Pittsburgh: Mt. Lebanon Library Says Partially Nude Woman in Photo Exhibit Breaks Rules
From the Pittsburgh Post-Gazette:
It was labeled “Innocence.”
But the photo of a woman with an exposed breast — from a historic painting hanging in the Mercer County Courthouse — might be construed otherwise, according to Mt. Lebanon Public Library officials, who asked photographer John Flatz to replace it with something else.
He refused, and thus began a tug of war that has, for now, ended in a draw.
“Innocence,” a portrait in the classical style of a woman in slight deshabille, robes flowing off one shoulder, is in the library’s exhibition of Mr. Flatz’s architectural photographs through the end of February, but “the possibility exists that it could be challenged,” said Cynthia Landrum, assistant director and spokeswoman for the library. The library’s director, Cynthia Richey, is traveling overseas.

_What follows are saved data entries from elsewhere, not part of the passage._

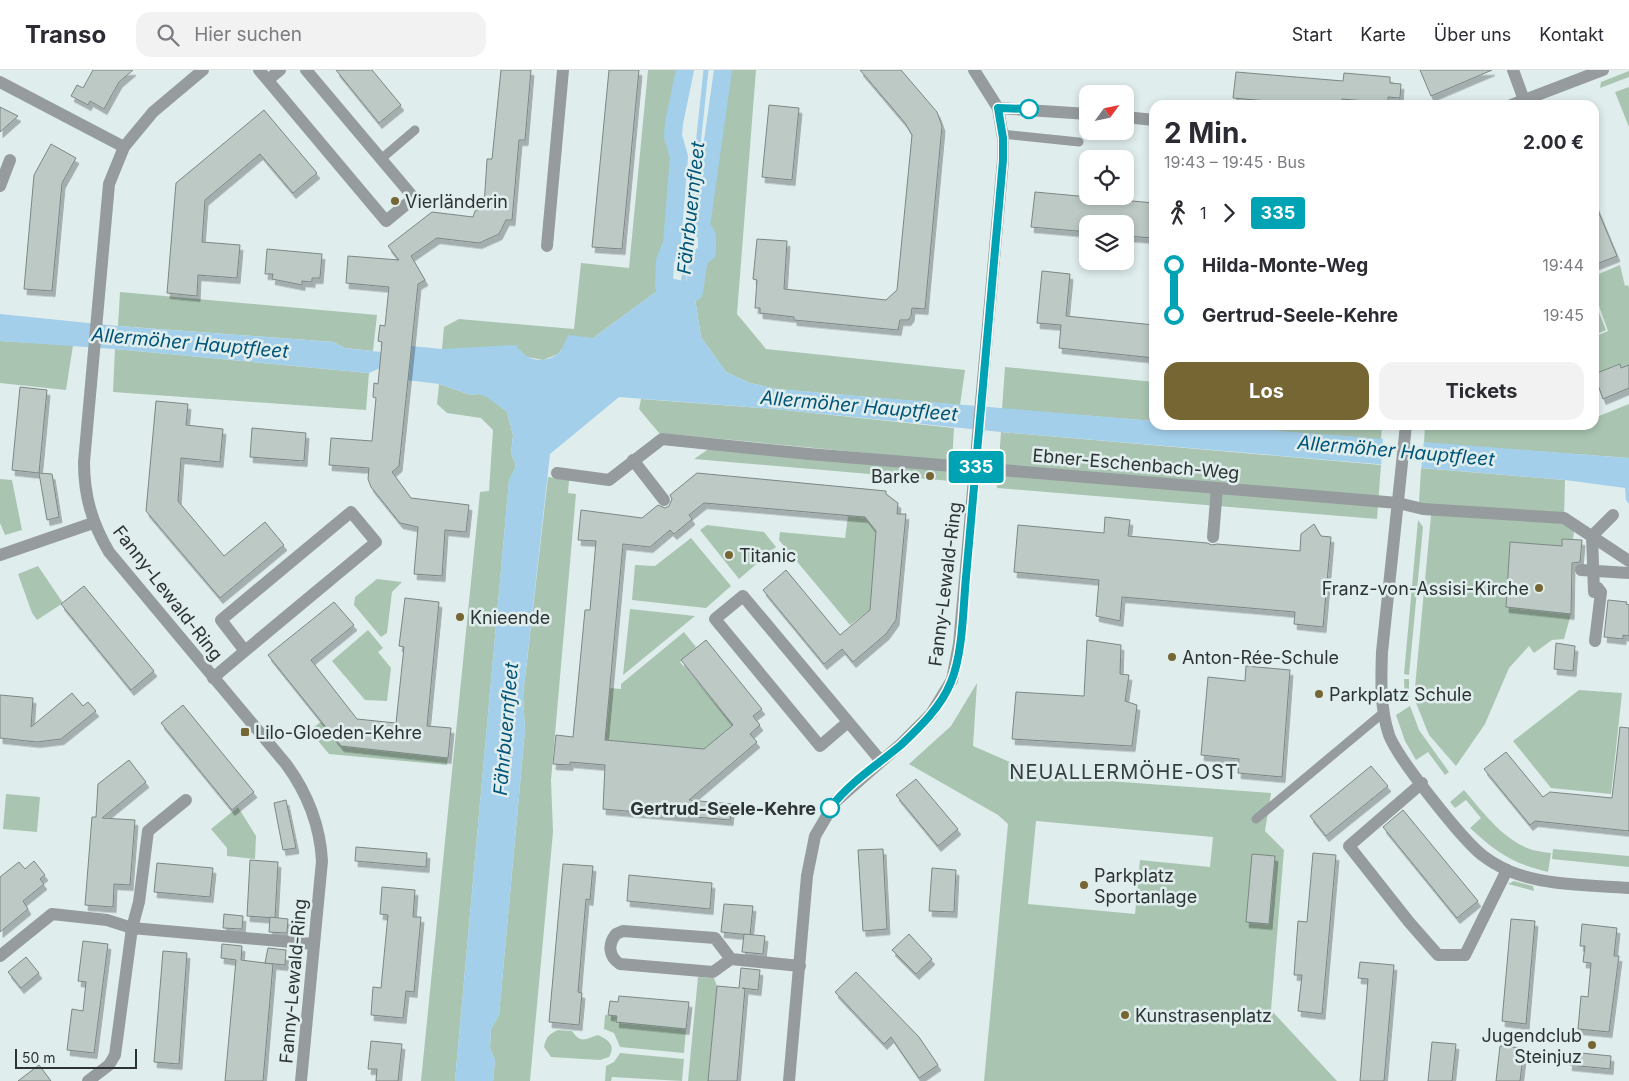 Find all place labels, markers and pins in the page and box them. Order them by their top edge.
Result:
unlabelled marker [1019,99,1039,119]
place label: Vierländerin [405,191,508,212]
marker: Vierländerin [389,195,401,207]
place label: Barke [871,466,920,487]
marker: Barke [924,470,936,482]
place label: Titanic [739,545,796,566]
marker: Titanic [723,549,735,561]
place label: Franz-von-Assisi-Kirche [1322,578,1529,599]
marker: Franz-von-Assisi-Kirche [1533,582,1545,594]
place label: Knieende [470,607,550,628]
marker: Knieende [454,611,466,623]
place label: Anton-Rée-Schule [1182,647,1339,668]
marker: Anton-Rée-Schule [1166,651,1178,663]
place label: Parkplatz Schule [1329,684,1472,705]
marker: Parkplatz Schule [1313,688,1325,700]
place label: Lilo-Gloeden-Kehre [255,722,422,743]
marker: Lilo-Gloeden-Kehre [239,726,251,738]
place label: Gertrud-Seele-Kehre [630,798,816,819]
marker: Gertrud-Seele-Kehre [820,798,840,818]
place label: Parkplatz Sportanlage [1094,865,1197,907]
marker: Parkplatz Sportanlage [1078,879,1090,891]
place label: Kunstrasenplatz [1135,1005,1272,1026]
marker: Kunstrasenplatz [1119,1009,1131,1021]
place label: Jugendclub Steinjuz [1482,1025,1582,1067]
marker: Jugendclub Steinjuz [1586,1039,1598,1051] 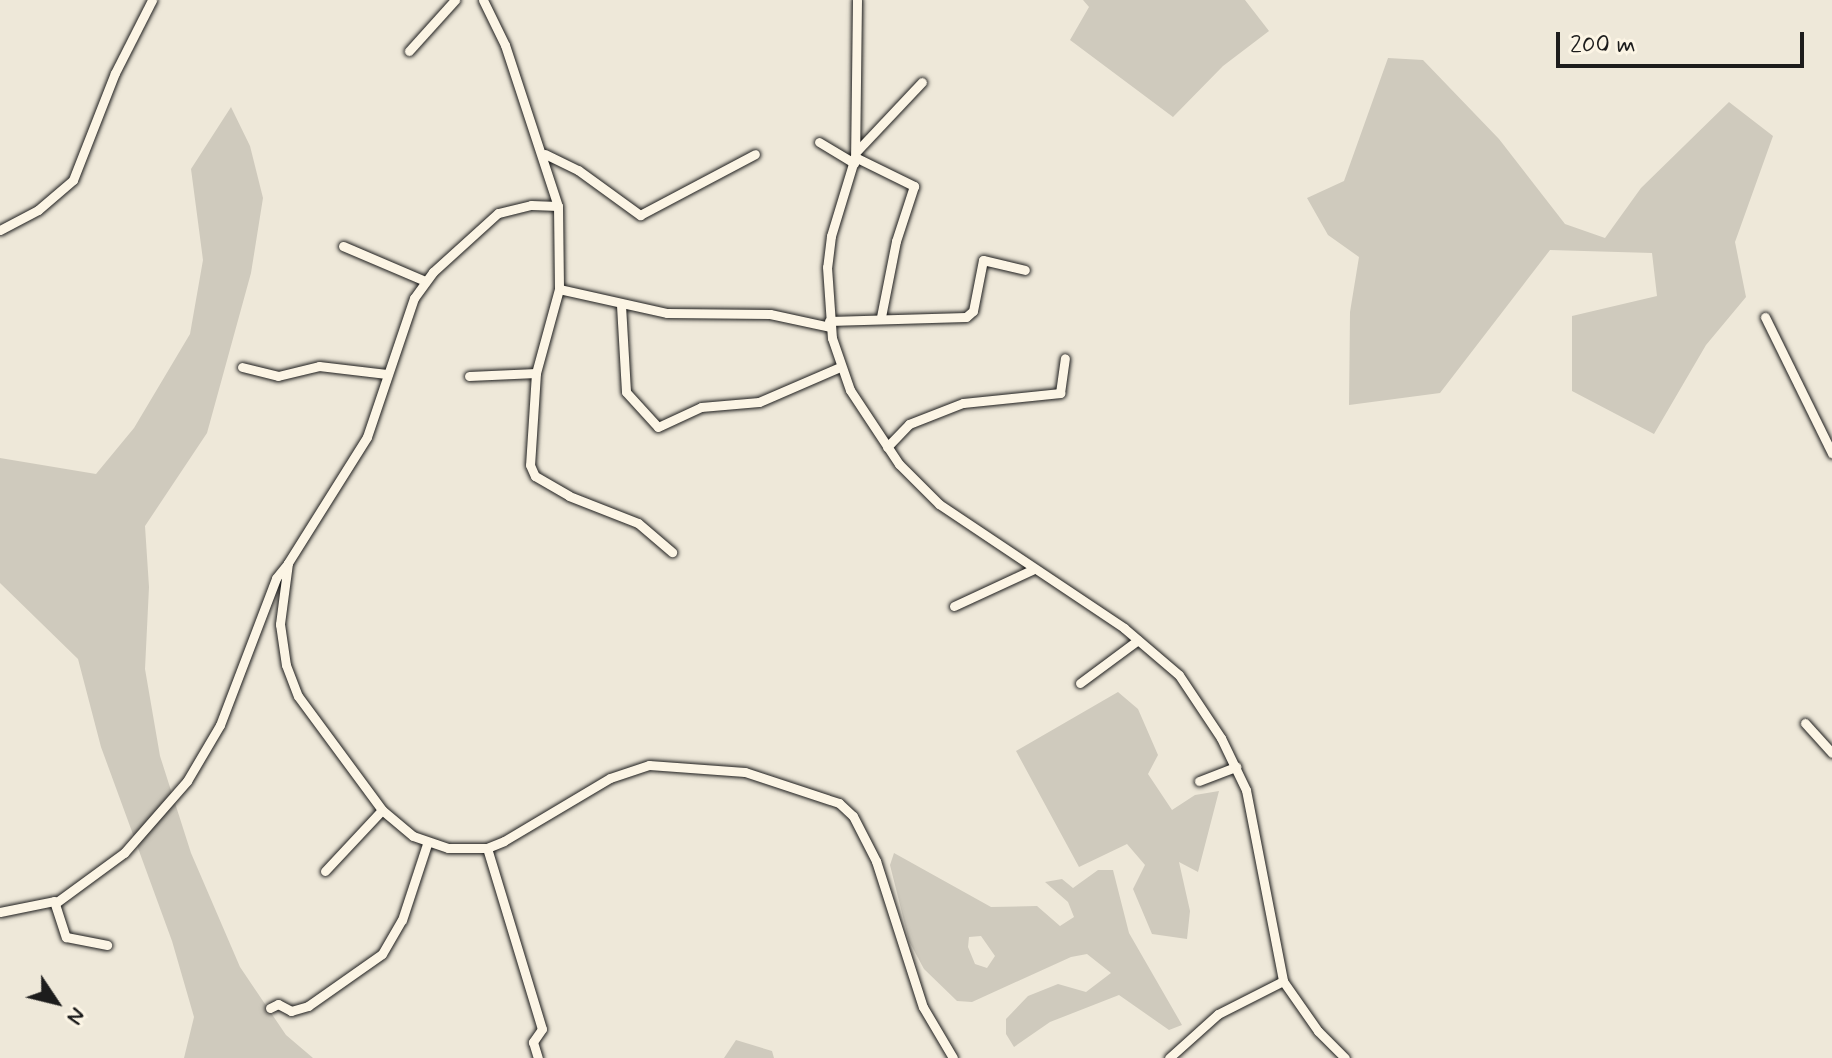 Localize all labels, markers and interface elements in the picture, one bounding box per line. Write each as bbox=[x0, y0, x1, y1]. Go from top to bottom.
scale bar bbox=[1560, 16, 1808, 66]
text: 200 m bbox=[1570, 30, 1636, 61]
north arrow bbox=[16, 962, 96, 1042]
text: N bbox=[60, 1002, 91, 1030]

Since 1911, the original “Innocence” mural has occupied one of four corners framing the dome of the Mercer County Courthouse. Mr. Flatz photographed it, along with other architectural details of the courthouse, last winter. It was painted, along with three other allegorical murals (“Guilt” “Justice” and “Power of the Law”) by Edward Simmons, an internationally known muralist who also painted nine panels that hang in the Library of Congress.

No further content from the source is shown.